Amino acids string together to make proteins, which are essentially biological machines. Proteins are the little tools that have played a central role in building the complexity of life. Through consciousness and the study of physics, chemistry, and biology, we have begun to connect a feedback loop to that process. It appears that nature was the first engineer, and has a lot of wisdom to offer between the creation of simple proteins, all the way to the evolution of homo sapiens. Relying on such processes for the development of additional biological tools is not applicable for our lifetimes, so new tools are researched, designed, synthesized, and assembled.
Many tools have become more useful when converted to digital, but there is always something missing. Digitally remastered versions of music albums originally recorded with analog technology are branded as higher quality, as they do not contain the noise and skips of vinyl records. However, because of the sampling process in analog to digital conversion, data loss unavoidable.
Most people may not notice a difference, and may value the lack of skips and the filtering of noise, but audiophiles often prefer the analog versions and physical media. In the age of the internet, Mp3s were created as a means of sharing tracks quickly and easily. Songs would average 3-4MB in size, whereas the track on a CD can be upwards of 30MB, thus data loss is very significant. Digital format has surpassed physical media in total sales, and the subset of streaming services is becoming increasingly popular, leading to consumers dishing out more for music in recent years.
If misrepresenting this, one might say that people prefer lower quality playback, when in reality, it may just be the easiest thing for them to access; the path of least resistance. The degradation in quality is generally accepted for the flexibility of instantly finding and playing just about anything. Audiophiles, DJs, and music producers, however, might want to make the case for high standards so that an incentive still exists for the producers and distributors to offer higher quality products. Diversity and variety are highly important, and optimization does not always have to mean mono-production, but this is what often results.

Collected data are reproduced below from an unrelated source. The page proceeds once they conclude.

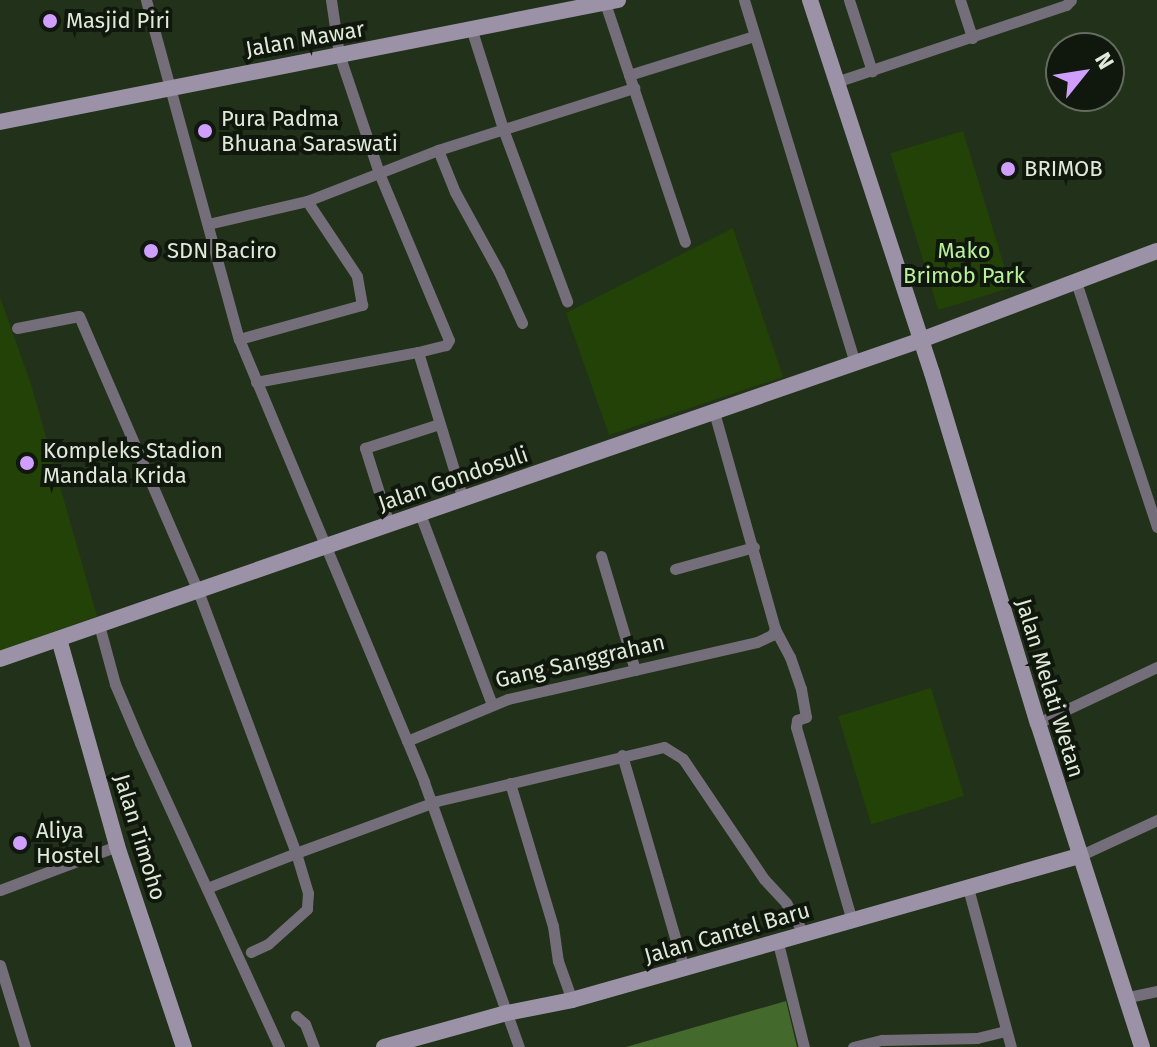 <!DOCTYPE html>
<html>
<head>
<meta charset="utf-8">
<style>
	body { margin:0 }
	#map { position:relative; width:1157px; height:1047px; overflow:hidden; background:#223119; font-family:"Fira Sans",sans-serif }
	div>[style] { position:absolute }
	.green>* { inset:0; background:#224207; transform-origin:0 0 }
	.forest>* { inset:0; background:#44692d }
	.street>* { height:11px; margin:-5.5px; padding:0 5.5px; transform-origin:5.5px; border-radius:5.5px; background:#746e7a }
	.secondary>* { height:16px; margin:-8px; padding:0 8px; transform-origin:8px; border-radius:8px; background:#9c92a7 }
	.dots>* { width:22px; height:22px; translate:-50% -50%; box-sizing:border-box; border:4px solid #10170c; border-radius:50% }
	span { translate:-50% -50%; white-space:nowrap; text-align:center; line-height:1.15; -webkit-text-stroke:8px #10170c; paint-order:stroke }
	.poi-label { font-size:22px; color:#e0eada }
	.left { translate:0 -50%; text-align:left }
	.street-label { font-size:22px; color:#e0eada }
	.park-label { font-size:22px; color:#b9f09a }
	.north { position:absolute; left:1045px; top:32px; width:80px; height:80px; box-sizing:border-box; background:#10170c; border:2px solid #636b5e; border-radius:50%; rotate:60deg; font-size:22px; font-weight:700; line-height:32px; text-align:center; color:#e0eada }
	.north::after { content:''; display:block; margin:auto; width:28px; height:36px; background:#cf9eff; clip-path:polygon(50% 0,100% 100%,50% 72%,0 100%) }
</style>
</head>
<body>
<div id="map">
	<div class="green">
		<i style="left:963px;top:131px;width:164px;height:76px;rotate:73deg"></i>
		<i style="clip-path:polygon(733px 228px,783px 377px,609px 435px,566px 313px)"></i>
		<i style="clip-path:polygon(0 297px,31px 384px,97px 616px,0 651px)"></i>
		<i style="left:931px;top:688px;width:113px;height:97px;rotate:73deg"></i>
	</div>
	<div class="forest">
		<i style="clip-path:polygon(786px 1001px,797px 1047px,626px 1047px)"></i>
	</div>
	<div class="street">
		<i style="left:146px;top:0;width:352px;rotate:74.7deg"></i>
		<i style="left:239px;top:339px;width:480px;rotate:67.3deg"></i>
		<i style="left:424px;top:782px;width:282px;rotate:70.3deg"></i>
		<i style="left:331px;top:0;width:55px;rotate:81.6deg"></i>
		<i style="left:339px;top:54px;width:126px;rotate:71.4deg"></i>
		<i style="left:379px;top:173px;width:181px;rotate:67.3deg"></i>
		<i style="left:449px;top:340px;width:6px;rotate:121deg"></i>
		<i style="left:446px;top:345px;width:29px;rotate:166deg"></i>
		<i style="left:604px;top:0;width:255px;rotate:71.5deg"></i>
		<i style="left:744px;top:0;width:380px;rotate:73deg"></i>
		<i style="left:849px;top:0;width:75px;rotate:72.1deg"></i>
		<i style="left:960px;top:0;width:40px;rotate:72deg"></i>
		<i style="left:472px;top:31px;width:103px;rotate:72.4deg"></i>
		<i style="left:503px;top:129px;width:184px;rotate:69.6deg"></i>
		<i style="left:629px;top:75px;width:131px;rotate:-17.3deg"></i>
		<i style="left:836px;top:82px;width:243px;rotate:-18.5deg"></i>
		<i style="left:1066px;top:5px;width:7px;rotate:-45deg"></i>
		<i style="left:438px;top:150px;width:206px;rotate:-17.6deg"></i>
		<i style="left:208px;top:224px;width:102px;rotate:-13.1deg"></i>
		<i style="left:307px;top:201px;width:141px;rotate:-21.3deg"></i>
		<i style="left:438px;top:150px;width:45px;rotate:68deg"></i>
		<i style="left:455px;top:192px;width:91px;rotate:61.2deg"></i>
		<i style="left:499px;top:272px;width:56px;rotate:65.7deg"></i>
		<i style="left:1076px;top:282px;width:258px;rotate:71.7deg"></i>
		<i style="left:17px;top:328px;width:63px;rotate:-11deg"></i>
		<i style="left:79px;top:316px;width:300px;rotate:66.6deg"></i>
		<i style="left:198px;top:591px;width:280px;rotate:69.5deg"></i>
		<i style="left:296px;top:853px;width:150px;rotate:-20.2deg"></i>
		<i style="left:437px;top:801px;width:233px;rotate:-13.4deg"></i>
		<i style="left:664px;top:747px;width:22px;rotate:32deg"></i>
		<i style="left:683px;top:759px;width:145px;rotate:56deg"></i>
		<i style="left:764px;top:879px;width:33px;rotate:47deg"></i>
		<i style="left:786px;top:903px;width:34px;rotate:60deg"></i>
		<i style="left:239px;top:339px;width:128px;rotate:-15.5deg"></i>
		<i style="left:362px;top:305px;width:29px;rotate:-100deg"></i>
		<i style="left:357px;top:276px;width:90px;rotate:-123.7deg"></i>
		<i style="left:256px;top:382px;width:165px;rotate:-10.5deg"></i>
		<i style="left:418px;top:352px;width:154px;rotate:73deg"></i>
		<i style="left:714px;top:412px;width:225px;rotate:74.3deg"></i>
		<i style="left:775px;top:629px;width:32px;rotate:62deg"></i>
		<i style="left:790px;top:657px;width:34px;rotate:71deg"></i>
		<i style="left:801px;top:689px;width:28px;rotate:80deg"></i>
		<i style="left:806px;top:717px;width:9px;rotate:162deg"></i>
		<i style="left:797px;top:720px;width:7px;rotate:98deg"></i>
		<i style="left:796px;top:727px;width:202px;rotate:73.9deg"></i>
		<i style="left:420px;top:514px;width:204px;rotate:69.3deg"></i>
		<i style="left:389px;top:524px;width:80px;rotate:-107.5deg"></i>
		<i style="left:365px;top:448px;width:78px;rotate:-18deg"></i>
		<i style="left:601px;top:556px;width:119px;rotate:73.4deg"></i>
		<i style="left:675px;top:569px;width:82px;rotate:-15.6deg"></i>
		<i style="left:99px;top:625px;width:61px;rotate:74.8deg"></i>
		<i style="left:115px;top:684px;width:64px;rotate:67deg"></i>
		<i style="left:140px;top:743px;width:334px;rotate:65.4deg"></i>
		<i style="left:1038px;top:723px;width:132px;rotate:-25.2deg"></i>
		<i style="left:407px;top:741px;width:109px;rotate:-22.6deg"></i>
		<i style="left:508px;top:699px;width:255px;rotate:-12.9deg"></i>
		<i style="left:757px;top:642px;width:17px;rotate:-25deg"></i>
		<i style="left:772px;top:635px;width:7px;rotate:-63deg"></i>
		<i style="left:622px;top:755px;width:222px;rotate:73.8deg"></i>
		<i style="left:510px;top:783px;width:149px;rotate:73.3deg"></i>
		<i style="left:553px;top:926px;width:35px;rotate:82deg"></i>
		<i style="left:558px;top:961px;width:41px;rotate:70.3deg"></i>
		<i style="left:1079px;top:856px;width:86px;rotate:-24.8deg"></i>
		<i style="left:207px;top:888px;width:96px;rotate:-21.5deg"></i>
		<i style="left:296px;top:853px;width:42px;rotate:73.3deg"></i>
		<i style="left:308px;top:893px;width:16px;rotate:94deg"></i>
		<i style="left:307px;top:909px;width:52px;rotate:138.1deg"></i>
		<i style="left:268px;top:944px;width:19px;rotate:155deg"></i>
		<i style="left:968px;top:888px;width:165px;rotate:74.9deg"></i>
		<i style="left:0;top:890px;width:125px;rotate:-20.6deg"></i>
		<i style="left:777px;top:939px;width:111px;rotate:76deg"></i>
		<i style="left:0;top:965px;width:86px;rotate:73deg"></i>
		<i style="left:1124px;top:998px;width:34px;rotate:-12deg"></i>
		<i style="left:296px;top:1016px;width:12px;rotate:42deg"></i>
		<i style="left:305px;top:1024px;width:25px;rotate:69deg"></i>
		<i style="left:853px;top:1047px;width:30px;rotate:-14deg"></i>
		<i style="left:882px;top:1040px;width:95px;rotate:-1.2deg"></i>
		<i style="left:977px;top:1038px;width:30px;rotate:-14deg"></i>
	</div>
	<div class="secondary">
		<i style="left:810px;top:0;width:392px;rotate:71.9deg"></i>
		<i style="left:932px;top:373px;width:366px;rotate:73.2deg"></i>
		<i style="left:1038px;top:723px;width:340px;rotate:72.2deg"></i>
		<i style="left:0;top:122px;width:630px;rotate:-11.17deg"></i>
		<i style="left:59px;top:639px;width:215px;rotate:74.3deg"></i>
		<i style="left:117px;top:846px;width:212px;rotate:71.6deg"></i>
		<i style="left:0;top:659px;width:975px;rotate:-19.1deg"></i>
		<i style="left:921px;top:340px;width:252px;rotate:-20.7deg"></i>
		<i style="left:384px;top:1047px;width:128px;rotate:-15.5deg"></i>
		<i style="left:507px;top:1013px;width:66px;rotate:-11.3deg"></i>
		<i style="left:572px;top:1000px;width:527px;rotate:-15.86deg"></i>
	</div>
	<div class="dots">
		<i style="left:50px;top:21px;background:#cf9eff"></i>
		<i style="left:205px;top:131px;background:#cf9eff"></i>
		<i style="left:1008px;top:169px;background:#cf9eff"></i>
		<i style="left:151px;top:251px;background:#cf9eff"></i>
		<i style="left:27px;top:463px;background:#cf9eff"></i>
		<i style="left:20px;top:843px;background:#cf9eff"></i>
	</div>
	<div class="poi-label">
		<span class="left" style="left:66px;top:21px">Masjid Piri</span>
		<span class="left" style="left:221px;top:131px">Pura Padma<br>Bhuana Saraswati</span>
		<span class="left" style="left:1024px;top:169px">BRIMOB</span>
		<span class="left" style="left:167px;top:251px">SDN Baciro</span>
		<span class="left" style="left:43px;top:463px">Kompleks Stadion<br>Mandala Krida</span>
		<span class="left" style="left:36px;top:843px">Aliya<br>Hostel</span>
	</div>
	<div class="street-label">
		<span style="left:305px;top:39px;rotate:-10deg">Jalan Mawar</span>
		<span style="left:453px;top:479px;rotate:-19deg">Jalan Gondosuli</span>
		<span style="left:580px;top:661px;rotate:-13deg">Gang Sanggrahan</span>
		<span style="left:1050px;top:688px;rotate:73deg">Jalan Melati Wetan</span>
		<span style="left:140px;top:837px;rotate:73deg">Jalan Timoho</span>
		<span style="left:727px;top:933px;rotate:-16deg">Jalan Cantel Baru</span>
	</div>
	<div class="park-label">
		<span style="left:964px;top:263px">Mako<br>Brimob Park</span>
	</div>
	<div class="north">N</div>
</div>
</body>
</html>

Most software that I have used for drafting is more or less the same between the analog and digital processes, just much faster in the latter. The speed in digital for certain operations is great, but often times the subtleties and flow for design are not feasible. While [ctrl][c] and [ctrl][z] are lovely, compared to analog forms of replication or deletion, the sketchpad can be far more effective for producing schematics in real-time. Some aspects have been lost in digitizing the process, but many potentials have yet to be uncovered. Understanding the strengths and weaknesses of each tool and applying them appropriately is the key. It can often come down to how the mathematics and data are interpreted.
I want a design workflow that can operate organically while mimicking the evolutionary process. I want to use my brain to steer the design but assign certain exploratory tasks to a computer that would be impractical for me to complete in a realistic time-frame. Good tasks for computers are discrete and iterative, while good tasks for humans are where we can use our creativity and intuition. Appropriate selection, interpretation, and execution of these tasks will be some of the major issues to overcome in the development of an effective algorithm, but I propose that the power of human intuition, coupled harmoniously with the computational power of machines is the basis for designing and creating in a better way.